▶ **WORK REQUEST**: Where the listing below reaches the line containing "font-size:18px; font-style:italic; fill:#2f5d5a;", start writing out lines exactly, and stop once the line containing "M182 954 753 961 759 999 176 991Z" has been written.

------------------------------------------------

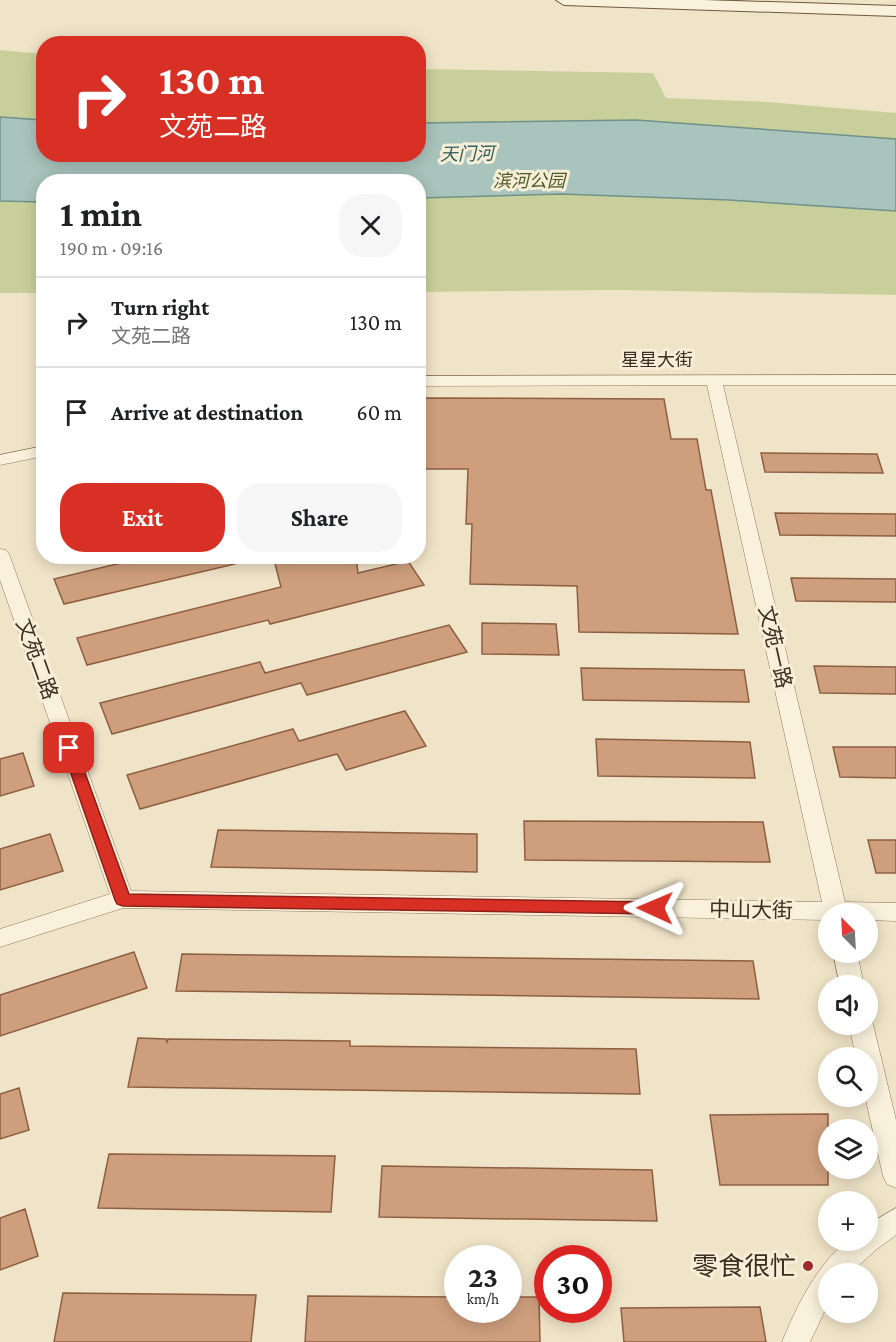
<!DOCTYPE html>
<html lang="en">
<head>
<meta charset="utf-8">
<style>
	:root { --surface:#fff; --page:#f6f6f6; --text:#202124; --muted:#757577; --line:#e0e0e0; --accent:#d93025 }
	body { margin:0; font-family:"Crimson Pro","Noto Sans SC",serif; background:var(--page); color:var(--text); height:100vh; display:flex; flex-direction:column; font-size:22px; white-space:nowrap }
	* { box-sizing:border-box; margin:0 }
	p { font-size:20px; color:var(--muted) }
	.icon { flex:none; width:33px; height:33px; fill:none; stroke:currentColor; stroke-width:2; stroke-linecap:round; stroke-linejoin:round }
	.map { position:relative; flex:1; overflow:hidden }
	.drawer { position:absolute; left:36px; top:174px; width:390px; height:390px; display:flex; flex-direction:column; background:var(--surface); border-radius:24px; box-shadow:0 3px 15px #0003 }
	.drawer>* { flex:none }
	.hud { position:absolute; left:36px; top:36px; width:390px; height:126px; border-radius:24px; box-shadow:0 3px 15px #0003; background:#d93025; color:#fff; overflow:hidden }
	.needle { width:39px; rotate:336deg }
	.tools { position:absolute; left:818px; top:903px; display:grid; gap:12px }
	.tools a { display:grid; place-items:center; width:60px; height:60px; border-radius:50%; background:var(--surface); box-shadow:0 3px 15px #0003; font-size:30px }
	.speed { position:absolute; left:444px; top:1245px; display:flex; gap:12px; font-size:30px; font-weight:700; text-align:center }
	.speed>* { display:grid; place-content:center; width:78px; height:78px; border-radius:50%; background:var(--surface); box-shadow:0 3px 15px #0003; line-height:1 }
	.speed small { font-size:15px; font-weight:400 }
	.speed .limit { border:9px solid #d22; background:#fff; color:#111 }
	.pin { position:absolute; display:grid; place-items:center; width:51px; height:51px; color:#fff; margin:-26px; border-radius:12px; box-shadow:0 3px 9px #0006 }
	.me { position:absolute; width:66px; margin:-33px; rotate:271deg; stroke-linejoin:round; filter:drop-shadow(0 0 4px #0008) }
	.turn { display:flex; align-items:center; gap:21px; height:126px; padding:0 24px; font-size:27px }
	.turn .icon { width:78px; height:78px; stroke-width:2.5 }
	.turn b { display:block; font-size:42px; line-height:51px }
	.round { display:grid; place-items:center; flex:none; width:63px; height:63px; border-radius:24px; background:var(--page) }
	.head { display:flex; align-items:center; justify-content:space-between; height:102px; padding:0 24px }
	h1 { font-size:36px; font-weight:700; line-height:45px }
	.cta { display:flex; gap:12px; margin-top:auto; padding:12px 24px }
	.cta a { flex:1; height:69px; border-radius:24px; background:var(--accent); color:#fff; font-size:24px; font-weight:700; line-height:69px; text-align:center }
	.cta a+a { background:var(--page); color:var(--text) }
	ul { padding:0; list-style:none }
	li { display:flex; align-items:center; gap:18px; height:90px; padding:0 24px; border-top:2px solid var(--line) }
	li div { flex:1 }
	li b { display:block; font-size:22px }
	li em { font-style:normal }
	.map>svg:first-child { display:block }
	.green { fill:#c9cf9b }
	.water { fill:#a9c4bc; stroke:#6f938a; stroke-width:1.5 }
	.building { fill:#cf9f7d; stroke:#8d5f41; stroke-width:1.5 }
	.lines { fill:none; stroke-linecap:round; stroke-linejoin:round }
	.minor-casing { stroke:#8d765c; stroke-width:1 }
	.secondary-casing { stroke:#6f573f; stroke-width:2 }
	.minor { fill:#faf1dc; fill-rule:evenodd }
	.secondary { fill:#faf1dc; fill-rule:evenodd }
	.route { fill:#d93025; stroke:#8d1f18; stroke-width:1.5 }
	.poi-dot { fill:#9e2a2b; stroke:#f7eed8; stroke-width:2 }
	.labels { text-anchor:middle; dominant-baseline:central; stroke-width:6; stroke-linejoin:round; paint-order:stroke }
	.far-water-label { font-size:18px; font-style:italic; fill:#2f5d5a; stroke:#f7eed8 }
	.far-park-label { font-size:18px; font-style:italic; fill:#4d5a26; stroke:#f7eed8 }
	.far-street-label { font-size:18px; fill:#3d2e20; stroke:#f7eed8 }
	.street-label { font-size:21px; fill:#3d2e20; stroke:#f7eed8 }
	.near-poi-label { font-size:26px; fill:#3d2e20; stroke:#f7eed8; text-anchor:end }
</style>
</head>
<body>
<div class="map">
<svg width="896" height="1342" viewBox="0 0 896 1342">
	<rect width="100%" height="100%" fill="#f0e4c8"/>
	<path class="green" d="M0 50 43 54 44 154H418L419 69 653 73 666 98 768 102 896 113V295L618 290 419 292 418 182H44L43 293H0Z"/>
	<path class="water" d="M0 117 43 120 44 154H418L419 123 636 120 896 139V211L729 200 561 194 419 198 418 182H44L43 202 0 201Z"/>
	<path class="building" d="M418 398 664 399 671 439H697L706 490H711L738 634 579 632 577 586 470 584 472 524H466L468 469H418Z
		M761 453 877 454 883 473 765 472Z
		M775 513 896 514V536L780 535Z
		M150 556H234L235 564 64 604 54 579Z
		M273 556H356L358 573 408 561 424 585 270 624 268 620 87 665 77 638 281 587Z
		M791 578 896 579V602L796 601Z
		M482 623 556 624 559 655 482 654Z
		M449 625 467 652 307 695 301 683 112 734 100 703 260 662 265 673Z
		M814 666 896 667V694L820 693Z
		M581 668 744 670 749 702 583 700Z
		M405 711 426 746 346 770 337 754 140 809 127 775 293 729 299 741Z
		M596 739 750 742 755 778 598 776Z
		M833 747H896V778L840 777Z
		M23 753 34 786 0 796V759Z
		M524 821 763 822 770 862 525 860Z
		M218 830 477 834V872L211 867Z
		M50 834 63 871 0 890V849Z
		M868 840H896V873H876Z
		M134 952 147 988 0 1036V995Z
		M182 954 753 961 759 999 176 991Z
		M138 1038 166 1039 167 1042 168 1039 350 1041V1046L636 1049 640 1094 128 1087Z
		M19 1088 29 1130 0 1139V1094Z
		M828 1114V1185H720L710 1115Z
		M109 1154 335 1156 331 1212 98 1208Z
		M382 1166 652 1170 657 1221 379 1217Z
		M25 1209 38 1256 0 1270V1218Z
		M63 1293 256 1295 251 1342H54Z
		M308 1296 458 1297V1310H508V1297H539L540 1342H305Z
		M760 1307 766 1342H624L621 1308Z"/>
	<g class="lines">
		<g class="minor-casing">
			<path id="minor" d="M896 375V385H723L845 902 896 903V921L867 920V914H828V920L123 908 0 947V929L110 894 0 580V549L6 550 9 554 131 891 822 902 707 385 418 386V376Z
				M44 446V456L0 465V455Z
				M833 952H857L864 986H840Z
				M867 1016 873 1024 896 1120V1188L887 1184 883 1176 865 1096H867V1058H856L849 1024H867Z
				M896 1208V1235L877 1249 849 1274H828V1304L810 1342H782C798 1303 815 1269 847 1240H867V1225Z"/>
		</g>
		<g class="secondary-casing">
			<path id="secondary" d="M556 0H703L896 6V16L564 5Z"/>
		</g>
		<use href="#minor" class="minor"/>
		<use href="#secondary" class="secondary"/>
	</g>
	<path class="route" d="M69 743 76 748 129 894 655 902 660 904 663 908 660 913 655 914 123 906 117 904 115 900 62 748Z"/>
	<circle class="poi-dot" cx="808" cy="1266" r="6"/>
	<g class="labels">
		<g class="far-water-label">
			<text transform="translate(467 154) rotate(-1)">天门河</text>
		</g>
		<g class="far-park-label">
			<text x="529" y="181">滨河公园</text>
		</g>
		<g class="far-street-label">
			<text x="657" y="360">星星大街</text>
		</g>
		<g class="street-label">
			<text transform="translate(775 647) rotate(77)">文苑一路</text>
			<text transform="translate(37 659) rotate(70)">文苑二路</text>
			<text transform="translate(751 910) rotate(1)">中山大街</text>
		</g>
		<g class="near-poi-label">
			<text x="796" y="1266">零食很忙</text>
		</g>
	</g>
</svg>
<div class="tools">
<a><svg class="needle" viewBox="-14 -14 28 28"><path d="M0-13l5 13h-10z" fill="#e53935"/><path d="M0 13l5-13h-10z" fill="#757577"/></svg></a>
<a><svg class="icon" aria-label="sound" viewBox="0 0 24 24"><path d="M4 9h4l5-4v14l-5-4H4zM17 9q2 3 0 6"/></svg></a>
<a><svg class="icon" aria-label="search" viewBox="0 0 24 24"><circle cx="10" cy="10" r="6"/><path d="M15 15l6 6"/></svg></a>
<a><svg class="icon" aria-label="layers" viewBox="0 0 24 24"><path d="M12 4l9 5-9 5-9-5zM3 14l9 5 9-5"/></svg></a>
<a>+</a>
<a>−</a>
</div>
<div class="speed"><div>23<small>km/h</small></div><div class="limit">30</div></div>
<div class="pin" style="left:69px;top:748px;background:#d93025"><svg class="icon" aria-label="arrive" viewBox="0 0 24 24"><path d="M6 21V4h12l-3 4 3 4H6"/></svg></div>
<svg class="me" style="left:655px;top:908px" viewBox="-20 -20 40 40"><path d="M0-17L14 15 0 8-14 15z" fill="#d93025" stroke="#fff" stroke-width="4"/></svg>
<div class="hud">
<div class="turn"><svg class="icon" aria-label="right" viewBox="0 0 24 24"><path d="M7 20v-9h11M14 6l5 5-5 5"/></svg><div><b>130 m</b>文苑二路</div></div>
</div>
<section class="drawer">
<div class="head"><div><h1>1 min</h1><p>190 m · 09:16</p></div><a class="round"><svg class="icon" aria-label="close" viewBox="0 0 24 24"><path d="M6 6l12 12M18 6L6 18"/></svg></a></div>
<ul>
<li><svg class="icon" aria-label="right" viewBox="0 0 24 24"><path d="M7 20v-9h11M14 6l5 5-5 5"/></svg><div><b>Turn right</b><p>文苑二路</p></div><em>130 m</em></li>
<li><svg class="icon" aria-label="arrive" viewBox="0 0 24 24"><path d="M6 21V4h12l-3 4 3 4H6"/></svg><div><b>Arrive at destination</b></div><em>60 m</em></li>
</ul>
<div class="cta"><a>Exit</a><a>Share</a></div>
</section>
</div>
</body>
</html>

------------------------------------------------

▶ **SOLUTION TO THIS EXERCISE**:
	.far-water-label { font-size:18px; font-style:italic; fill:#2f5d5a; stroke:#f7eed8 }
	.far-park-label { font-size:18px; font-style:italic; fill:#4d5a26; stroke:#f7eed8 }
	.far-street-label { font-size:18px; fill:#3d2e20; stroke:#f7eed8 }
	.street-label { font-size:21px; fill:#3d2e20; stroke:#f7eed8 }
	.near-poi-label { font-size:26px; fill:#3d2e20; stroke:#f7eed8; text-anchor:end }
</style>
</head>
<body>
<div class="map">
<svg width="896" height="1342" viewBox="0 0 896 1342">
	<rect width="100%" height="100%" fill="#f0e4c8"/>
	<path class="green" d="M0 50 43 54 44 154H418L419 69 653 73 666 98 768 102 896 113V295L618 290 419 292 418 182H44L43 293H0Z"/>
	<path class="water" d="M0 117 43 120 44 154H418L419 123 636 120 896 139V211L729 200 561 194 419 198 418 182H44L43 202 0 201Z"/>
	<path class="building" d="M418 398 664 399 671 439H697L706 490H711L738 634 579 632 577 586 470 584 472 524H466L468 469H418Z
		M761 453 877 454 883 473 765 472Z
		M775 513 896 514V536L780 535Z
		M150 556H234L235 564 64 604 54 579Z
		M273 556H356L358 573 408 561 424 585 270 624 268 620 87 665 77 638 281 587Z
		M791 578 896 579V602L796 601Z
		M482 623 556 624 559 655 482 654Z
		M449 625 467 652 307 695 301 683 112 734 100 703 260 662 265 673Z
		M814 666 896 667V694L820 693Z
		M581 668 744 670 749 702 583 700Z
		M405 711 426 746 346 770 337 754 140 809 127 775 293 729 299 741Z
		M596 739 750 742 755 778 598 776Z
		M833 747H896V778L840 777Z
		M23 753 34 786 0 796V759Z
		M524 821 763 822 770 862 525 860Z
		M218 830 477 834V872L211 867Z
		M50 834 63 871 0 890V849Z
		M868 840H896V873H876Z
		M134 952 147 988 0 1036V995Z
		M182 954 753 961 759 999 176 991Z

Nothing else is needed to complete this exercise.